Cannot manage nested fields

Hi,
could you please help to understand why removing of nested fields from 'grok' and 'mutate' is not working in my case, or how to remove them properly via filter settings, or any well know best practices regarding this are welcome as well!
What is wrong in current configuration?

filter

if [type] == "webapp_access-events" {
grok {
patterns_dir => [ "/etc/logstash/patterns.d" ]
match => { "message" => "%{GHTTP}" }
overwrite => [ "message" ]
#remove_field => [ "[webapp_access-events][os]", "[webapp_access-events][os_name]", "[webapp_access-events][beat.hostname]", "[webapp_access-events][beat.version]", "[webapp_access-events][input]" ]
}
mutate {
remove_field => [ "[webapp_access-events][os]", "[webapp_access-events][os_name]", "[webapp_access-events][beat.hostname]", "[webapp_access-events][beat.version]", "[webapp_access-events][input]" ]
}

curl -s -XGET http://`hostname`:9200/webapp-events-2017.06.05/_mapping/field/os_name?pretty=true
{
"webapp-events-2017.06.05" : {
"mappings" : {
"webapp_access-events" : {
"os_name" : {
"full_name" : "os_name",
"mapping" : {
"os_name" : {
"type" : "text",
"fields" : {
"keyword" : {
"type" : "keyword",
"ignore_above" : 256
}
}
}
}
}
}
}
}
}

logstash version 5.3.2

/usr/share/logstash/bin/logstash-plugin list | grep filter
...
logstash-filter-grok
logstash-filter-mutate
...

Please show an example event from ES (or a stdout { codec => rubydebug } output).

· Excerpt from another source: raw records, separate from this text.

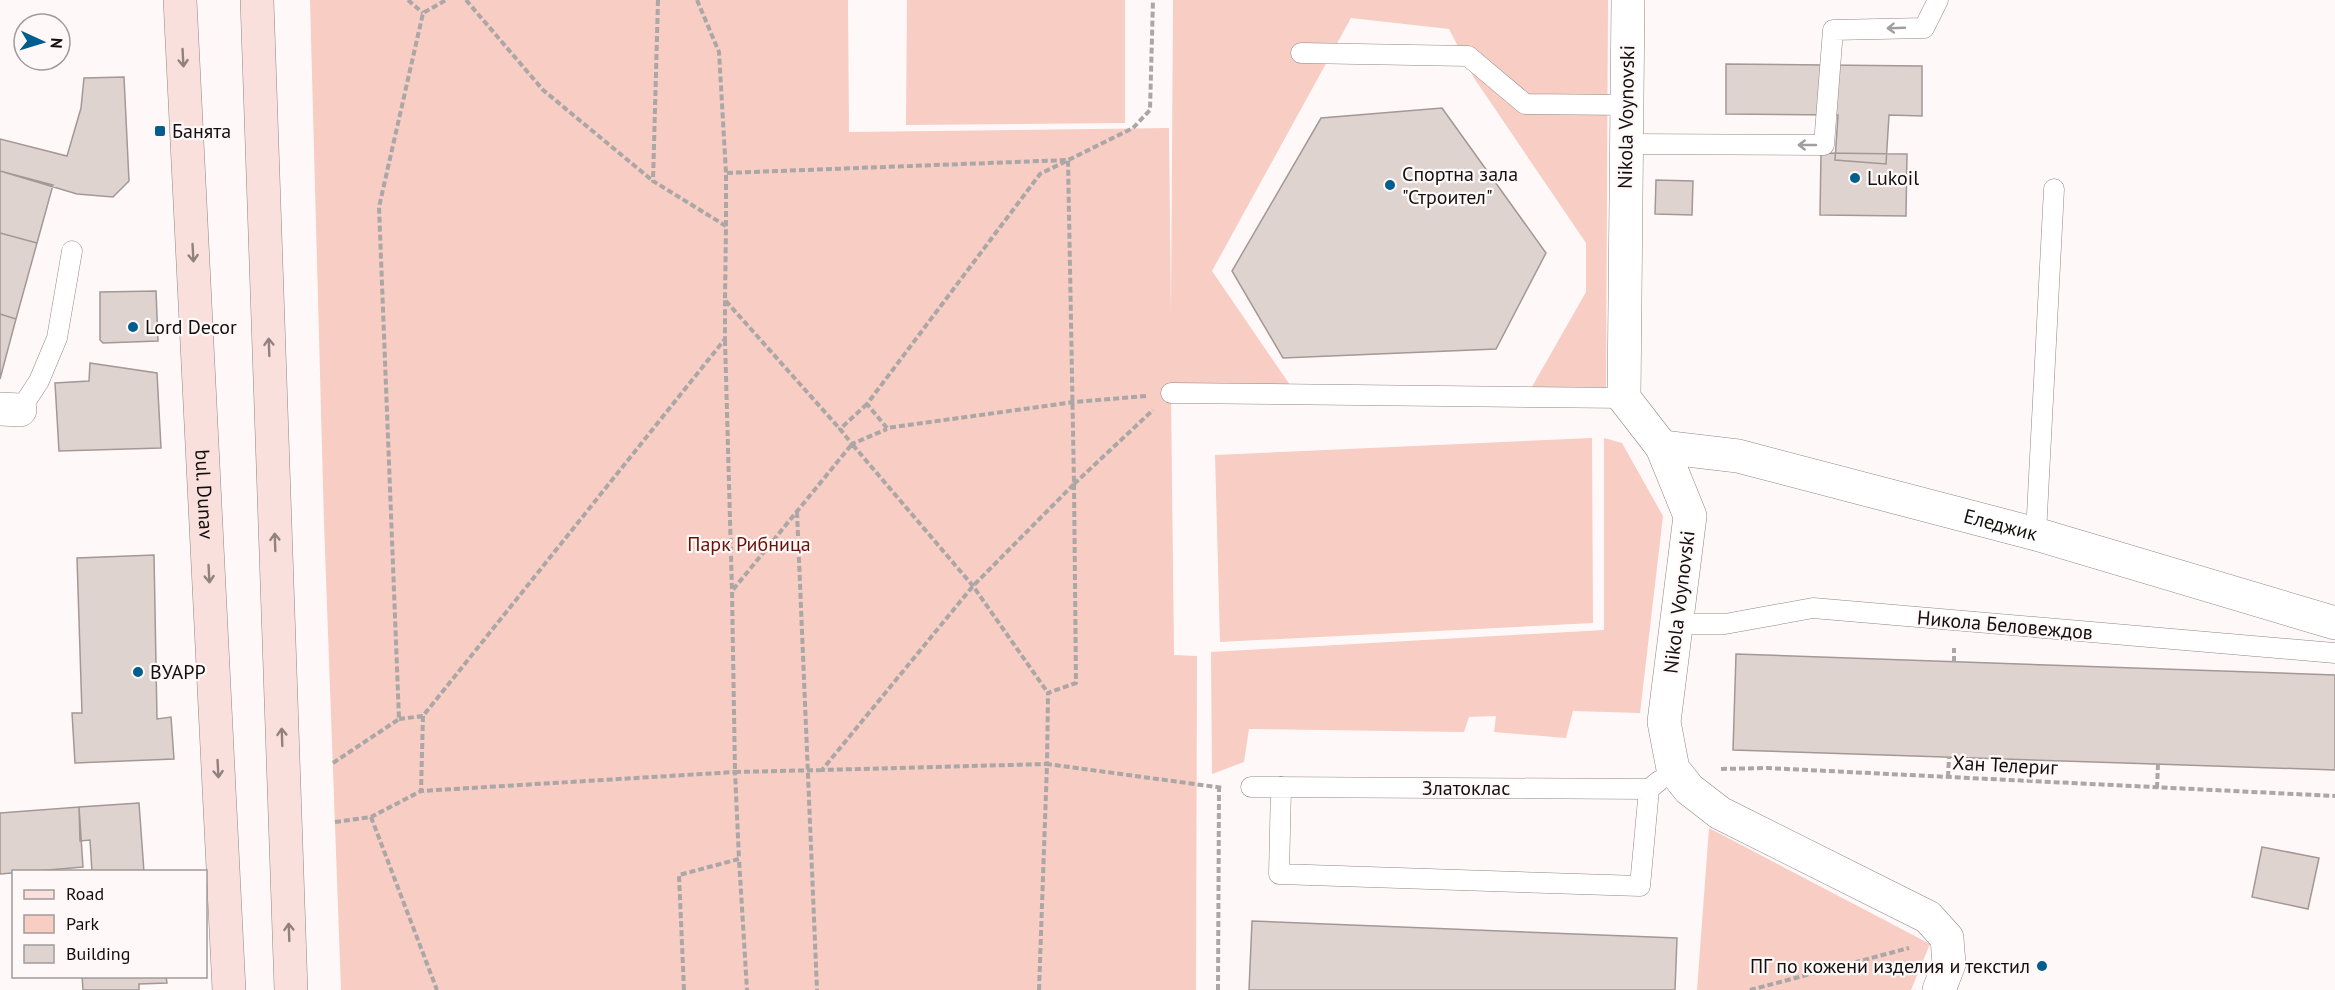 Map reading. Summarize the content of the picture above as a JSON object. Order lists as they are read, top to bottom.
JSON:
{
  "streets": {
    "main road": ["bul. Dunav"],
    "street": ["Nikola Voynovski", "Еледжик"],
    "lane": ["Никола Беловеждов", "Златоклас"],
    "path": ["Хан Телериг"]
  },
  "crossings": [
    ["Nikola Voynovski", "Еледжик"],
    ["Nikola Voynovski", "Никола Беловеждов"],
    ["Nikola Voynovski", "Хан Телериг"],
    ["Nikola Voynovski", "Златоклас"],
    ["Хан Телериг", "Златоклас"]
  ],
  "parks": ["Парк Рибница"],
  "places": {
    "transit": ["Банята"],
    "other": [
      "Lukoil",
      "Спортна зала \"Строител\"",
      "Lord Decor",
      "ВУАРР",
      "ПГ по кожени изделия и текстил"
    ]
  },
  "legend": ["Road", "Park", "Building"],
  "north": "right"
}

Due to "Sorry, you can only mention 10 users in a post."..not sure what does it meant,but cutting the original message:

{
"_index": "webapp-events-2017.06.07",
"_type": "webapp_access-events",
"_id": "AVyEHiFJrNmMuqrEW1OI",
"_source": {
...
"beat": {
"hostname": "hostname1",
"name": "hostname1",
"version": "5.4.0"
},
"host": "hostname1",
"client_ip": "10.10.10.1",
"geoip": {},
"offset": 45834794,
"method": "GET",
"req_file": "..reqfile..",
"os": "Other",
...
"message": "..message..",
"tags": [
"beats_input_codec_plain_applied",
"_geoip_lookup_failure"
],
"referrer": ""-"",
"input": "735",
"@timestamp": "2017-06-07T19:53:00.000Z",
"response": 200,
"bytes": 498,
"name": "Other",
"os_name": "Other",
"device": "Other"
}
...

Right, as I suspected. You say

remove_field => [ "[webapp_access-events][os]", ...

as if os was a subfield of webapp_access-events, but it's actually a field at the root. So, turn

remove_field => [ "[webapp_access-events][os]", "[webapp_access-events][os_name]", "[webapp_access-events][beat.hostname]", "[webapp_access-events][beat.version]", "[webapp_access-events][input]" ]

into this:

remove_field => [ "os", "os_name", "[beat][hostname]", "[beat][version]", "input" ]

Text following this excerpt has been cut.